China property growth strong

Australia's largest listed industrial property fund, Goodman Group, and the Canada Pension Plan Investment Board (CPPIB) have unveiled a $US500 million ($543 million) increase to their equity allocation to Goodman China Logistics Holding (GCLH), with $US400 million contributed by CPPIB and $US100 million by Goodman.

Australia's largest listed industrial property fund, Goodman Group, and the Canada Pension Plan Investment Board (CPPIB) have unveiled a $US500 million ($543 million) increase to their equity allocation to Goodman China Logistics Holding (GCLH), with $US400 million contributed by CPPIB and $US100 million by Goodman.

GCLH was formed in 2009 to invest in high-quality logistics properties in prime locations across mainland China. As of June 30, GCLH had invested in 17 logistics projects in seven Chinese markets including Shanghai, Beijing, Tianjin, Kunshan, Chengdu, Suzhou and Jiaxing. The portfolio has an occupancy rate of 98.2 per cent with a strong customer base.

Goodman's chief executive Greg Goodman said the increased equity allocation of $US500 million would help to fund the continued growth of the company's China platform through a number of identified development projects for high-quality logistics space in the major Chinese markets.

The increased investment comes as the Asian real estate markets stage a turnaround in growth expectations. Based on forward projects, ratings agency Moody's Investor Services revised the outlook on Japan's real estate industry from negative to stable.

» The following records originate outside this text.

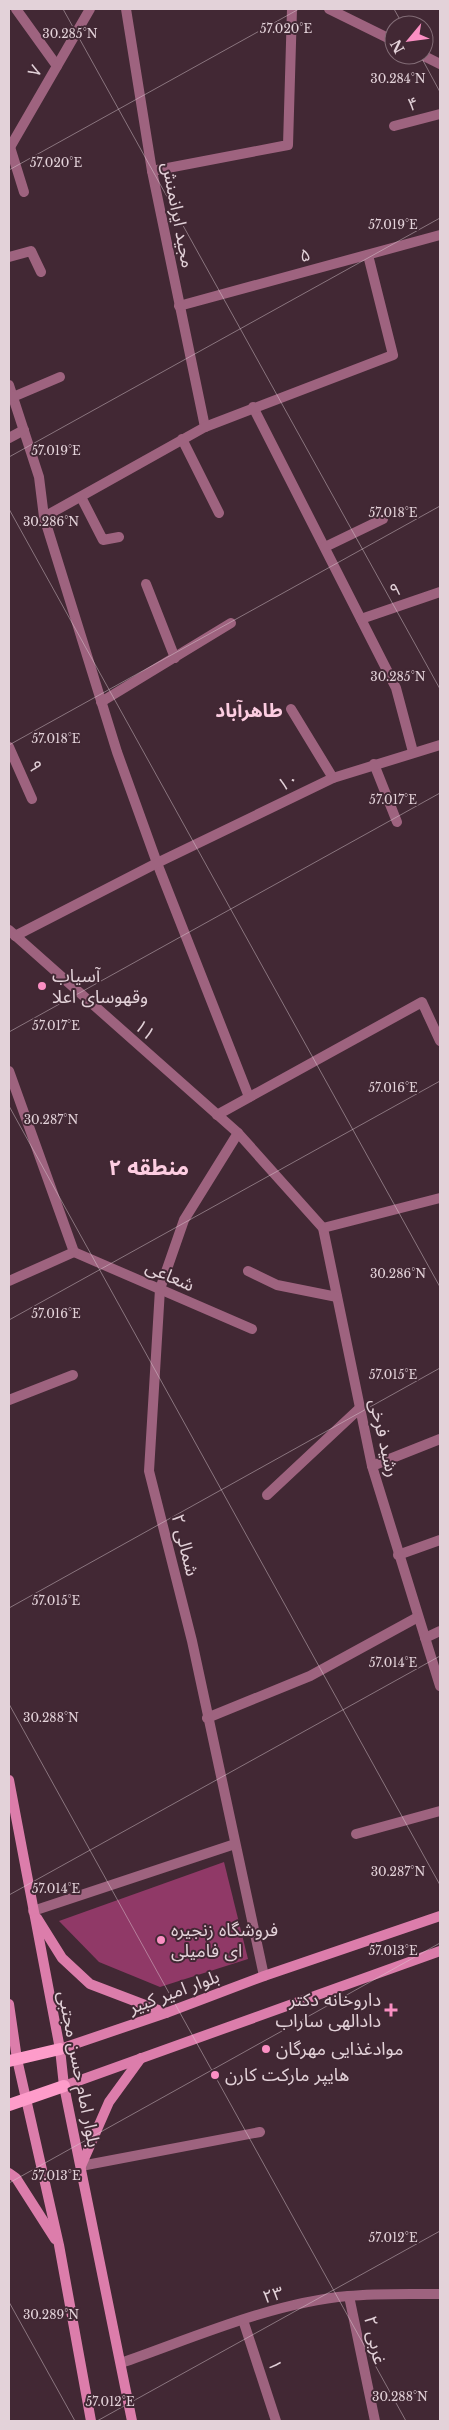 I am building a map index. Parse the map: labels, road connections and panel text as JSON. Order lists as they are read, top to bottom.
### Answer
{
  "streets": {
    "main road": ["بلوار امیر کبیر", "بلوار امام حسن مجتبی"],
    "street": [
      "۷",
      "۴",
      "مجید ایرانمنش",
      "۵",
      "۹",
      "۱۰",
      "۱۱",
      "شعاعی",
      "رشید فرخی",
      "۲ شمالی",
      "۲۳",
      "۲ غربی",
      "۱"
    ]
  },
  "crossings": [
    ["مجید ایرانمنش", "۵"],
    ["۱۰", "۱۱"],
    ["۱۱", "۲ شمالی"],
    ["شعاعی", "۲ شمالی"],
    ["۲ شمالی", "بلوار امیر کبیر"],
    ["بلوار امیر کبیر", "بلوار امام حسن مجتبی"],
    ["بلوار امام حسن مجتبی", "۲۳"],
    ["۲۳", "۲ غربی"],
    ["۲۳", "۱"]
  ],
  "districts": ["طاهرآباد", "منطقه ۲"],
  "places": {
    "other": [
      "آسیاب وقهوسای اعلا",
      "فروشگاه زنجیره ای فامیلی",
      "موادغذایی مهرگان",
      "هایپر مارکت کارن"
    ],
    "health": ["داروخانه دکتر دادالهی ساراب"]
  },
  "north": "bottom left",
  "coordinates": [
    "57.020°E",
    "30.285°N",
    "30.284°N",
    "57.019°E",
    "57.018°E",
    "30.286°N",
    "57.017°E",
    "57.016°E",
    "30.287°N",
    "57.015°E",
    "57.014°E",
    "30.288°N",
    "57.013°E",
    "57.012°E",
    "30.289°N"
  ]
}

In its latest report on the region, Moody's analysts said the change in the sector outlook reflected the appreciation in the values of commercial properties, and the increasing rents for new office buildings and stable rents for properties such as logistics, retail and residences.

The report said the outlook was stable for both Japanese real estate operating companies (J-REOCs) and Japanese real estate investment trusts (J-REITs). It considered the deleveraging by J-REOCs and Moody's expectation that the debt-to-equity ratios of J-REITs would improve over 12-18 months.

"Furthermore, because the supply for new office space is likely to remain limited for the next two to three years, especially for high-quality and earthquake-resistant buildings, demand for Japan's leasing market for newly constructed office space will be strong. Rental revenues from office space constitute more than 50 per cent of the top-line revenues of J-REITs and J-REOCs," the Moody's report said.

According to Paul Guest, the head of research and strategy, Asia Pacific at LaSalle Investment Management, there is a broad spectrum of capital targeting Asian real estate, with an ongoing structural shift by many Asian institutions into the sector, such as the region's pension funds and sovereign wealth funds.

"In addition, listed real estate has benefited from a variety of new equity raisings and private equity continues to see strong in-flows and active fund-raising," Mr Guest said.

"These shifts in capital allocation, both secular and cyclical, provide a constant, stable demand for institutional grade property across much of the region."